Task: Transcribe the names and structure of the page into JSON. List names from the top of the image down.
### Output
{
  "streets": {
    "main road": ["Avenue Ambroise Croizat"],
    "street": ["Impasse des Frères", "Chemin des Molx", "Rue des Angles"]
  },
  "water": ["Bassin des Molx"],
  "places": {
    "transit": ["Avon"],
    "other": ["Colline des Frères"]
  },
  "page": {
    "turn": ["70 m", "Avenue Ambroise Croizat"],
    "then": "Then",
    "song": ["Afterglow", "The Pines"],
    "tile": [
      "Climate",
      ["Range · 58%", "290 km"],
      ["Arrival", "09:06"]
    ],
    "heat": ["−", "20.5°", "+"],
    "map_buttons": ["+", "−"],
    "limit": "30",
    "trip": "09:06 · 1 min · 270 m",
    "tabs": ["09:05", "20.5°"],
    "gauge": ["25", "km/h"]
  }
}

:::::

EXERCISE OBJECTIVE
None of the records may be left out; each is to be restated exactly.

OUTPUT OF THE TASK
Task: Transcribe the names and structure of the page into JSON. List names from the top of the image down.
### Output
{
  "streets": {
    "main road": ["Avenue Ambroise Croizat"],
    "street": ["Impasse des Frères", "Chemin des Molx", "Rue des Angles"]
  },
  "water": ["Bassin des Molx"],
  "places": {
    "transit": ["Avon"],
    "other": ["Colline des Frères"]
  },
  "page": {
    "turn": ["70 m", "Avenue Ambroise Croizat"],
    "then": "Then",
    "song": ["Afterglow", "The Pines"],
    "tile": [
      "Climate",
      ["Range · 58%", "290 km"],
      ["Arrival", "09:06"]
    ],
    "heat": ["−", "20.5°", "+"],
    "map_buttons": ["+", "−"],
    "limit": "30",
    "trip": "09:06 · 1 min · 270 m",
    "tabs": ["09:05", "20.5°"],
    "gauge": ["25", "km/h"]
  }
}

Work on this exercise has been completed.